24
Apache Ignite in Python

This chapter's example uses Python to build a NoSQL key-value database. The example runs on the local computer, but it shouldn't be hard to adapt it to run in the cloud.

This example is much less complicated than the examples described in the previous chapters, largely because a key-value database has fewer features. Relational, graph, and document databases all provide sophisticated querying features. In contrast, a key-value database mostly just stores values and later retrieves them.

Apache Ignite can actually function as a relational database, but Chapters 16 through 19 demonstrated that kind of database, so this chapter uses only Ignite's key-value features.

A key-value database lets you associate a piece of data with a key and then later use the key to retrieve the data.

You can compare a key-value database to your computer's environment variables. You can set an environment variable and give it a name. Later, you can get that variable by its name.

For example, to set the environment variable named GREETING in Windows, you can open a console window and enter the following command.

SET GREETING=Howdy Pard!

Later, you can use the following code to show the saved value:

ECHO %GREETING%

A program can use code to do something similar. For example, the following code shows how a Python program might display the variable that you set in the command window:

import os
print(os.getenv('GREETING'))

The following code shows the C# version:

Console.WriteLine(Environment.GetEnvironmentVariable("GREETING"));

By default, Ignite stores data in RAM, so the data is lost when your program ends. This chapter explains how to use volatile or nonvolatile data. The following section explains how to install Apache Ignite. The rest of the chapter describes the example program.

INSTALL APACHE IGNITE

Apache Ignite is an open source database, and you can find free and non-free versions. You can find an overview at https://en.wikipedia.org/wiki/Apache_Ignite or visit the Ignite website https://ignite.apache.org.

You can also find a quick-start guide for Python that includes installation instructions at https://ignite.apache.org/docs/latest/quick-start/python.

Here's my abbreviated list of installation instructions.

  1. Go to https://ignite.apache.org/download.cgi#binaries. Click the Binary Releases link at the top of that page to go to the Binary Releases section and download the latest zip file. (You can also download the documentation if you like.)
  2. Unzip the files into a convenient directory. I put mine in C:users odapache-ignite-2.14.0-bin. If you just unzip the files, you'll get a directory named apache-ignite-2.14.0-bin inside the apache-ignite-2.14.0-bin directory, so either move into the zip file and drag the subdirectory to a good location or rearrange the files to suit your preferences after you unzip.

The download file is fairly large (version 2.14 is about 252 MB), so use a fast network connection for the download. It will also expand when you unzip it (version 2.14 expands to around 383 MB), so you'll need a fair amount of disk space.

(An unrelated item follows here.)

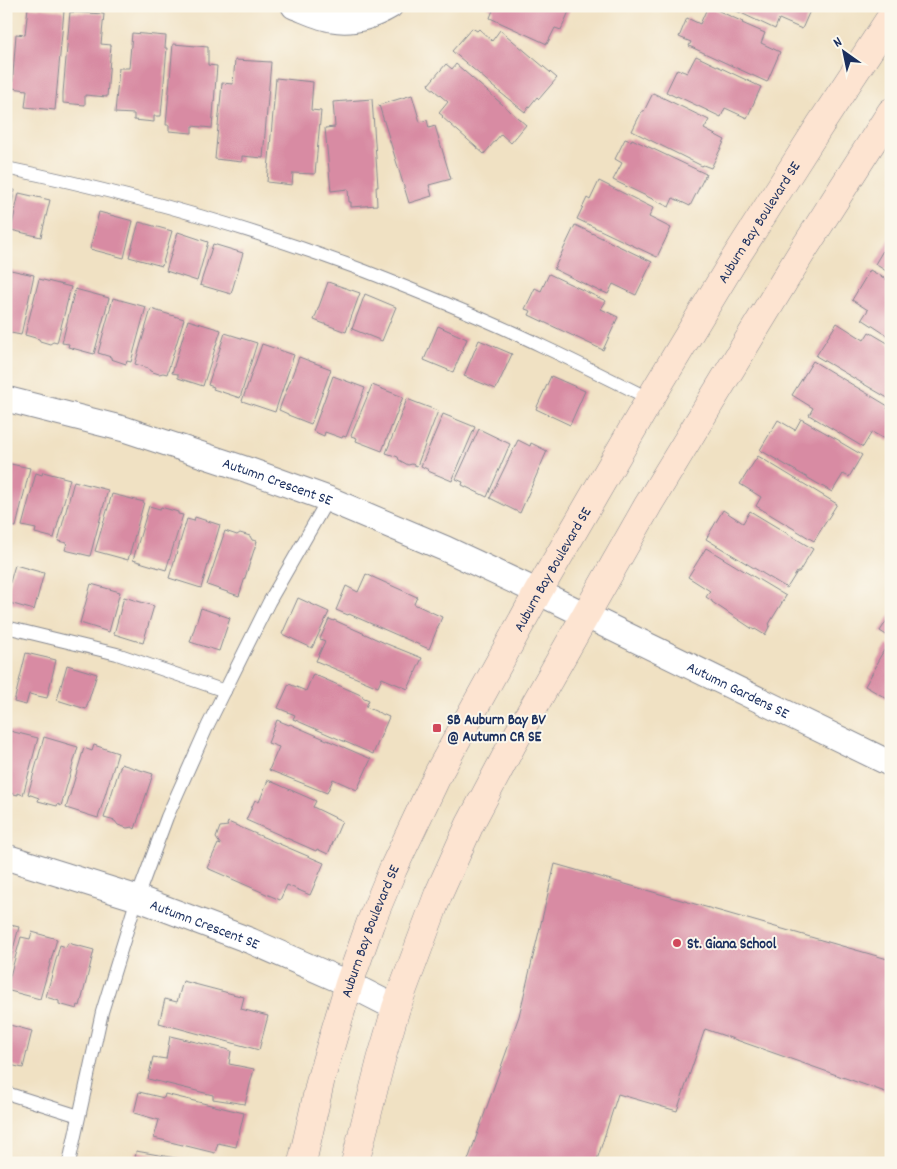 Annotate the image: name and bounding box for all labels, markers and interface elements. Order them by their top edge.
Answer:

The Apache Ignite community is quite active, so it's likely that a newer (and bigger) version will be available by the time you read this. There's already been a new version since I started writing this chapter.

START A NODE

Before you can use Ignite in your program, you need to start an Ignite node, and that node should remain running as long as you want to work with it.

To start a node, you need to run the batch file named ignite.bat, passing it the location of a configuration file to tell Ignite how to start the node. That configuration determines, among other things, whether the node should store data persistently.

Running the batch file isn't hard, but to make the process even easier, I created two batch files to start the node with or without persistence.

Without Persistence

If you start a node without persistence, then the data is stored in memory and is lost when the node stops. To start the node without persistence, use the following batch file, which I named start_node.bat:

cd c:users
odapache-ignite-2.14.0-binin
ignite.bat
pause

This file uses the cd command to set the current directory to the location of the ignite.bat file. It then runs ignite.bat to start the node. When the node starts, you should see a command window similar to the one shown in Figure 24.1.

A representation of the pgAdmin screen. The create submenu is opened and the table is selected. The Identity option is selected.

FIGURE 24.1

That window will remain running as long as the node is running.

The batch file's final pause command is only there in case there's a problem starting ignite.bat. For example, if ignite.bat isn't in the directory passed to the cd command, the pause command makes the output pause so that you can read the error message. Without that command, the window would vanish too quickly for you to see the error message.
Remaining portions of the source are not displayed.